BEGIN

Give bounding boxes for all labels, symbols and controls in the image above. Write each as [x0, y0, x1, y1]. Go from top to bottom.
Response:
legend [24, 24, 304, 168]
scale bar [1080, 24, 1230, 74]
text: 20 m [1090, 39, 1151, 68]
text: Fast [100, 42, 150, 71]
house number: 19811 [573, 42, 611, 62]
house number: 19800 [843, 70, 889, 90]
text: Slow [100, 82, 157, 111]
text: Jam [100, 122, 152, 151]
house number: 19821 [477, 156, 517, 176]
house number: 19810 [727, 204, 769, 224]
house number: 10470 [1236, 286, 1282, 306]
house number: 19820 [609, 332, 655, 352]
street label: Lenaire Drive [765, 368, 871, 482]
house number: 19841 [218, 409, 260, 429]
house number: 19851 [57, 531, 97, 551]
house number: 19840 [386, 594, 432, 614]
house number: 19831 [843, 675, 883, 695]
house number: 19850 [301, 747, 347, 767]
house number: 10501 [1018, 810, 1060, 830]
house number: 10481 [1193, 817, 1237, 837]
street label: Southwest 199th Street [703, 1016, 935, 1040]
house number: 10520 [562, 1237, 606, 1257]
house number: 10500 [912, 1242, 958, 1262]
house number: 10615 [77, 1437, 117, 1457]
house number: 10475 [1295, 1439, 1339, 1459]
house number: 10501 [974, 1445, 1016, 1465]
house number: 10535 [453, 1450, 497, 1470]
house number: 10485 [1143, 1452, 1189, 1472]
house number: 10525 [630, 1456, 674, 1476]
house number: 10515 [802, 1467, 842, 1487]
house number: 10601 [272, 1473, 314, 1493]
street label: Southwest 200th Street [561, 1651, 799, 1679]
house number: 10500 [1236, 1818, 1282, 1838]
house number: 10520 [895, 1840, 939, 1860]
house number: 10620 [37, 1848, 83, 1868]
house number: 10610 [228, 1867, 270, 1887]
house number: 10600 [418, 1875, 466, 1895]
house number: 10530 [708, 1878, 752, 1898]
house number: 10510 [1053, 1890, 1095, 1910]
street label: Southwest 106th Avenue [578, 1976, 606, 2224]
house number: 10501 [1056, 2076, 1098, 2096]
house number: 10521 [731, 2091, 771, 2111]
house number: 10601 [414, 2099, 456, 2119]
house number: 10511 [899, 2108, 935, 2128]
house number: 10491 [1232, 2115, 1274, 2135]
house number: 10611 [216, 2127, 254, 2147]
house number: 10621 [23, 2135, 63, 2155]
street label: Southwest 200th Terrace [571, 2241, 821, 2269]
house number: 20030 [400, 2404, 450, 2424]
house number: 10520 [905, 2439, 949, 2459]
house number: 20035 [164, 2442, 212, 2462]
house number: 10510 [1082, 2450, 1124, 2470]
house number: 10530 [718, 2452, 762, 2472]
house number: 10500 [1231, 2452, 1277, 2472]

END

- **WHAT IS NEEDED**
What this exercise calls for is a precise transcription of the material above.

- **RESULT**
Give bounding boxes for all labels, symbols and controls in the image above. Write each as [x0, y0, x1, y1]. Go from top to bottom.
Response:
legend [24, 24, 304, 168]
scale bar [1080, 24, 1230, 74]
text: 20 m [1090, 39, 1151, 68]
text: Fast [100, 42, 150, 71]
house number: 19811 [573, 42, 611, 62]
house number: 19800 [843, 70, 889, 90]
text: Slow [100, 82, 157, 111]
text: Jam [100, 122, 152, 151]
house number: 19821 [477, 156, 517, 176]
house number: 19810 [727, 204, 769, 224]
house number: 10470 [1236, 286, 1282, 306]
house number: 19820 [609, 332, 655, 352]
street label: Lenaire Drive [765, 368, 871, 482]
house number: 19841 [218, 409, 260, 429]
house number: 19851 [57, 531, 97, 551]
house number: 19840 [386, 594, 432, 614]
house number: 19831 [843, 675, 883, 695]
house number: 19850 [301, 747, 347, 767]
house number: 10501 [1018, 810, 1060, 830]
house number: 10481 [1193, 817, 1237, 837]
street label: Southwest 199th Street [703, 1016, 935, 1040]
house number: 10520 [562, 1237, 606, 1257]
house number: 10500 [912, 1242, 958, 1262]
house number: 10615 [77, 1437, 117, 1457]
house number: 10475 [1295, 1439, 1339, 1459]
house number: 10501 [974, 1445, 1016, 1465]
house number: 10535 [453, 1450, 497, 1470]
house number: 10485 [1143, 1452, 1189, 1472]
house number: 10525 [630, 1456, 674, 1476]
house number: 10515 [802, 1467, 842, 1487]
house number: 10601 [272, 1473, 314, 1493]
street label: Southwest 200th Street [561, 1651, 799, 1679]
house number: 10500 [1236, 1818, 1282, 1838]
house number: 10520 [895, 1840, 939, 1860]
house number: 10620 [37, 1848, 83, 1868]
house number: 10610 [228, 1867, 270, 1887]
house number: 10600 [418, 1875, 466, 1895]
house number: 10530 [708, 1878, 752, 1898]
house number: 10510 [1053, 1890, 1095, 1910]
street label: Southwest 106th Avenue [578, 1976, 606, 2224]
house number: 10501 [1056, 2076, 1098, 2096]
house number: 10521 [731, 2091, 771, 2111]
house number: 10601 [414, 2099, 456, 2119]
house number: 10511 [899, 2108, 935, 2128]
house number: 10491 [1232, 2115, 1274, 2135]
house number: 10611 [216, 2127, 254, 2147]
house number: 10621 [23, 2135, 63, 2155]
street label: Southwest 200th Terrace [571, 2241, 821, 2269]
house number: 20030 [400, 2404, 450, 2424]
house number: 10520 [905, 2439, 949, 2459]
house number: 20035 [164, 2442, 212, 2462]
house number: 10510 [1082, 2450, 1124, 2470]
house number: 10530 [718, 2452, 762, 2472]
house number: 10500 [1231, 2452, 1277, 2472]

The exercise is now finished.